» **Stored data**
+ + + + + + +
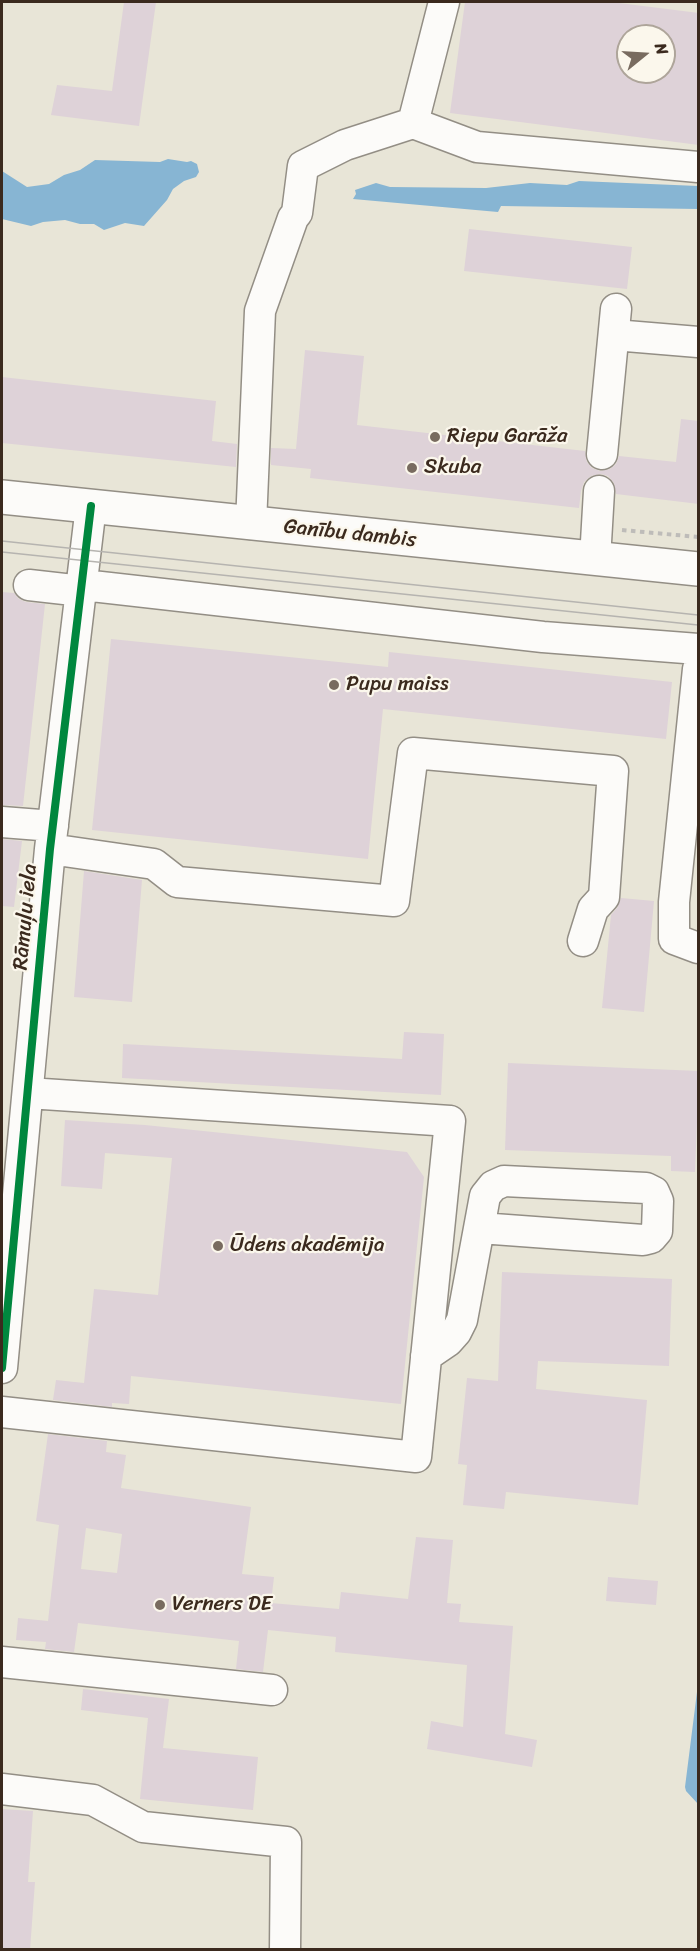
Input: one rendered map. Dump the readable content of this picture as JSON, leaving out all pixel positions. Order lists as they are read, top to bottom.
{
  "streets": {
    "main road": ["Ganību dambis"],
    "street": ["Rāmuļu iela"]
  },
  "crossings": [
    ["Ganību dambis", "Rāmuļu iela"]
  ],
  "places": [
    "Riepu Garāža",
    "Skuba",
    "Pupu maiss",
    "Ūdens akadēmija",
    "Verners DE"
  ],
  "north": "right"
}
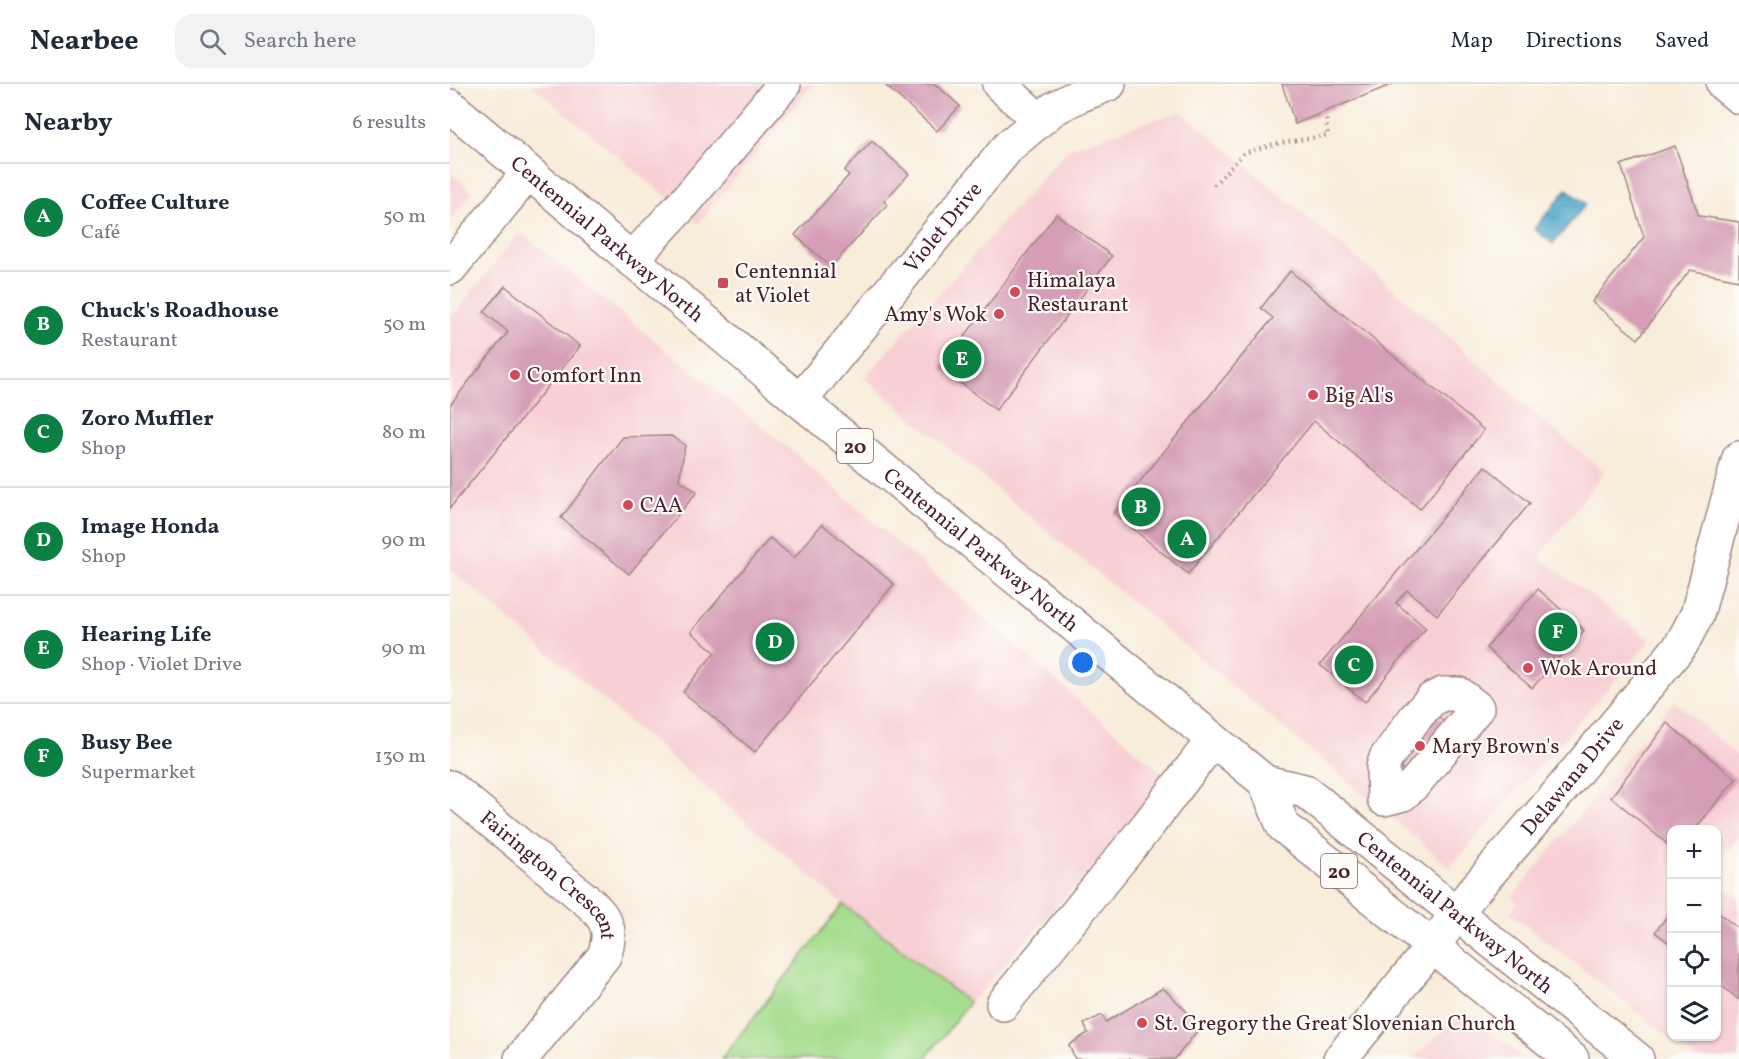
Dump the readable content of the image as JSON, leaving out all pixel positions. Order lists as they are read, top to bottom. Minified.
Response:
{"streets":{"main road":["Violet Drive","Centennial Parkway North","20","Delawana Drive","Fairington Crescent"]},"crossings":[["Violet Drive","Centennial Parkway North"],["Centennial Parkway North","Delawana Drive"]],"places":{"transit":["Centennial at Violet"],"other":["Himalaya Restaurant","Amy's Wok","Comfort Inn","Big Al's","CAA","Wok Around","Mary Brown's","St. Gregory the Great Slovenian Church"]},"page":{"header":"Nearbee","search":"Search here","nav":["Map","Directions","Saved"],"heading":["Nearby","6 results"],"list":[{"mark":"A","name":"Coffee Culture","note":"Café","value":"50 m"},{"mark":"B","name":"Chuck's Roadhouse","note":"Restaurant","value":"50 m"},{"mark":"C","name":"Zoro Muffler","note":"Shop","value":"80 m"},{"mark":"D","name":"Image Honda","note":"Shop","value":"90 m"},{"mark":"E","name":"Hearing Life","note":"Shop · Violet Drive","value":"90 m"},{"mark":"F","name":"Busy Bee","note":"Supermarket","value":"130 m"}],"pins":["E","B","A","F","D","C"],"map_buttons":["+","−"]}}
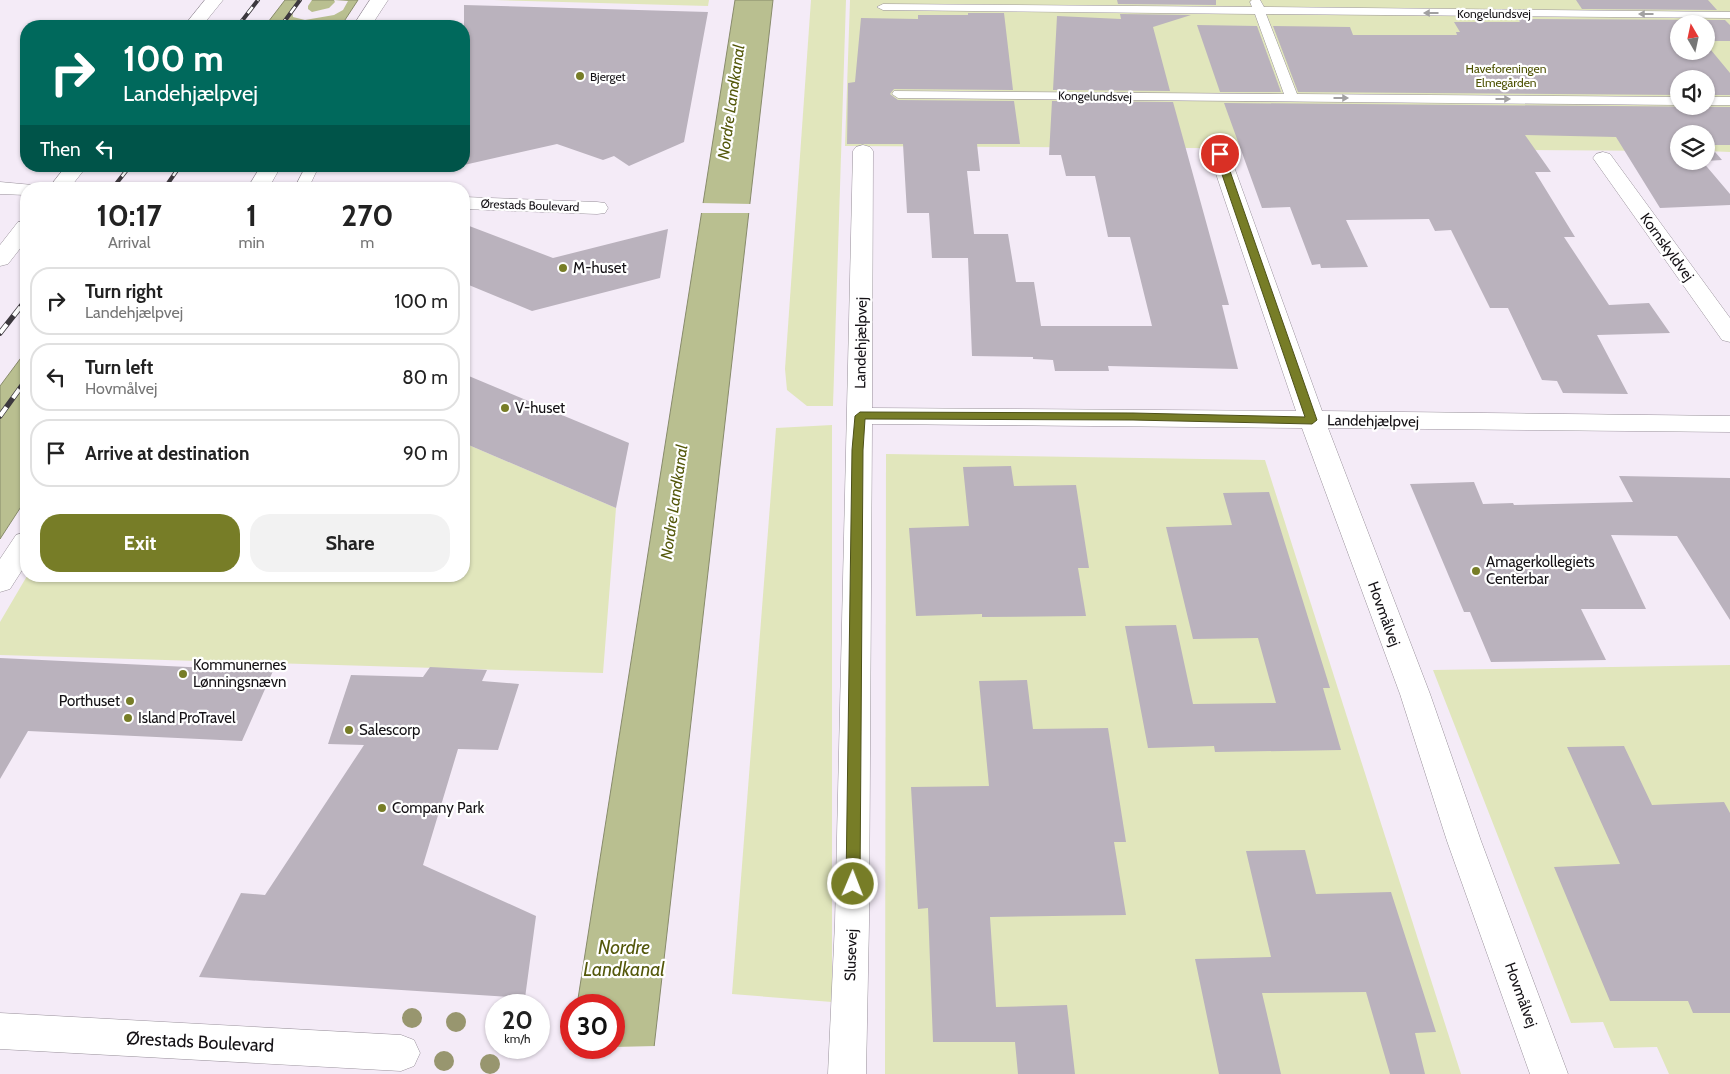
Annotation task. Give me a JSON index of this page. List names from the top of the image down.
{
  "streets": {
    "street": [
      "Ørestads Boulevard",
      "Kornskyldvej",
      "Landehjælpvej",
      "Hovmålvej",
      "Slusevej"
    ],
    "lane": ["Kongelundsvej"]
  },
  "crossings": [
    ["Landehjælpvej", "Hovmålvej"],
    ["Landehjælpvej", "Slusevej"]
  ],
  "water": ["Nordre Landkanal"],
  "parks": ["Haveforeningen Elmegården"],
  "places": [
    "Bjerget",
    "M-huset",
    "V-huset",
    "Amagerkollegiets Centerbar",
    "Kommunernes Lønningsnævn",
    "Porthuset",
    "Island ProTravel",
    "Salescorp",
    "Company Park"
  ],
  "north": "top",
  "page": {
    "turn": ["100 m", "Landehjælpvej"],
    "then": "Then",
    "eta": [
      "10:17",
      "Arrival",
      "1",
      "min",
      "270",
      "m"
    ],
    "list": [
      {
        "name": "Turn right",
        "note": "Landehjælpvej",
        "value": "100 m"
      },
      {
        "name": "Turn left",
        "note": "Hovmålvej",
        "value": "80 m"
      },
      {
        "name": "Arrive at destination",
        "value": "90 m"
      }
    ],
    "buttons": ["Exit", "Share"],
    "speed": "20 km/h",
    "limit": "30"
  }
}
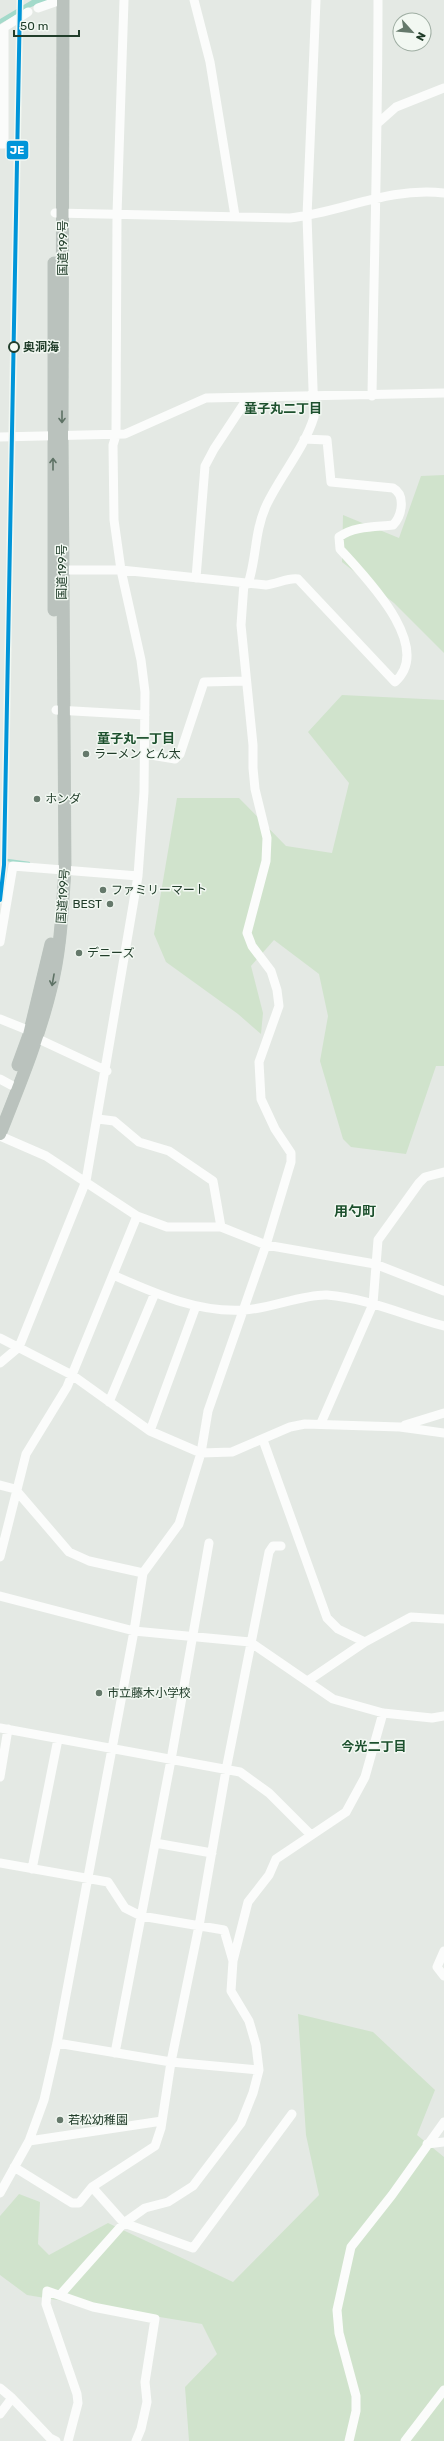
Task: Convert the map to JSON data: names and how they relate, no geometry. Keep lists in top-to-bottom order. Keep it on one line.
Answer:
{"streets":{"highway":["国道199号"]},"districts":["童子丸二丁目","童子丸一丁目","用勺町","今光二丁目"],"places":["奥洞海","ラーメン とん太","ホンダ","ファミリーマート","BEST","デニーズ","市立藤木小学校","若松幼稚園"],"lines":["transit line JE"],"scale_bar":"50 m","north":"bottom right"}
+ + + + + + +
» **TASK GOAL**
The reply should contain all of the data above, word for word, with no pictures.

» **WORKED SOLUTION**
Input: one rendered map. Dump the readable content of this picture as JSON, leaving out all pixel positions. Order lists as they are read, top to bottom.
{
  "streets": {
    "main road": ["Ganību dambis"],
    "street": ["Rāmuļu iela"]
  },
  "crossings": [
    ["Ganību dambis", "Rāmuļu iela"]
  ],
  "places": [
    "Riepu Garāža",
    "Skuba",
    "Pupu maiss",
    "Ūdens akadēmija",
    "Verners DE"
  ],
  "north": "right"
}
Dump the readable content of the image as JSON, leaving out all pixel positions. Order lists as they are read, top to bottom. Minified.
Response:
{"streets":{"main road":["Violet Drive","Centennial Parkway North","20","Delawana Drive","Fairington Crescent"]},"crossings":[["Violet Drive","Centennial Parkway North"],["Centennial Parkway North","Delawana Drive"]],"places":{"transit":["Centennial at Violet"],"other":["Himalaya Restaurant","Amy's Wok","Comfort Inn","Big Al's","CAA","Wok Around","Mary Brown's","St. Gregory the Great Slovenian Church"]},"page":{"header":"Nearbee","search":"Search here","nav":["Map","Directions","Saved"],"heading":["Nearby","6 results"],"list":[{"mark":"A","name":"Coffee Culture","note":"Café","value":"50 m"},{"mark":"B","name":"Chuck's Roadhouse","note":"Restaurant","value":"50 m"},{"mark":"C","name":"Zoro Muffler","note":"Shop","value":"80 m"},{"mark":"D","name":"Image Honda","note":"Shop","value":"90 m"},{"mark":"E","name":"Hearing Life","note":"Shop · Violet Drive","value":"90 m"},{"mark":"F","name":"Busy Bee","note":"Supermarket","value":"130 m"}],"pins":["E","B","A","F","D","C"],"map_buttons":["+","−"]}}
Annotation task. Give me a JSON index of this page. List names from the top of the image down.
{
  "streets": {
    "street": [
      "Ørestads Boulevard",
      "Kornskyldvej",
      "Landehjælpvej",
      "Hovmålvej",
      "Slusevej"
    ],
    "lane": ["Kongelundsvej"]
  },
  "crossings": [
    ["Landehjælpvej", "Hovmålvej"],
    ["Landehjælpvej", "Slusevej"]
  ],
  "water": ["Nordre Landkanal"],
  "parks": ["Haveforeningen Elmegården"],
  "places": [
    "Bjerget",
    "M-huset",
    "V-huset",
    "Amagerkollegiets Centerbar",
    "Kommunernes Lønningsnævn",
    "Porthuset",
    "Island ProTravel",
    "Salescorp",
    "Company Park"
  ],
  "north": "top",
  "page": {
    "turn": ["100 m", "Landehjælpvej"],
    "then": "Then",
    "eta": [
      "10:17",
      "Arrival",
      "1",
      "min",
      "270",
      "m"
    ],
    "list": [
      {
        "name": "Turn right",
        "note": "Landehjælpvej",
        "value": "100 m"
      },
      {
        "name": "Turn left",
        "note": "Hovmålvej",
        "value": "80 m"
      },
      {
        "name": "Arrive at destination",
        "value": "90 m"
      }
    ],
    "buttons": ["Exit", "Share"],
    "speed": "20 km/h",
    "limit": "30"
  }
}
Task: Convert the map to JSON data: names and how they relate, no geometry. Keep lists in top-to-bottom order. Keep it on one line.
Answer:
{"streets":{"highway":["国道199号"]},"districts":["童子丸二丁目","童子丸一丁目","用勺町","今光二丁目"],"places":["奥洞海","ラーメン とん太","ホンダ","ファミリーマート","BEST","デニーズ","市立藤木小学校","若松幼稚園"],"lines":["transit line JE"],"scale_bar":"50 m","north":"bottom right"}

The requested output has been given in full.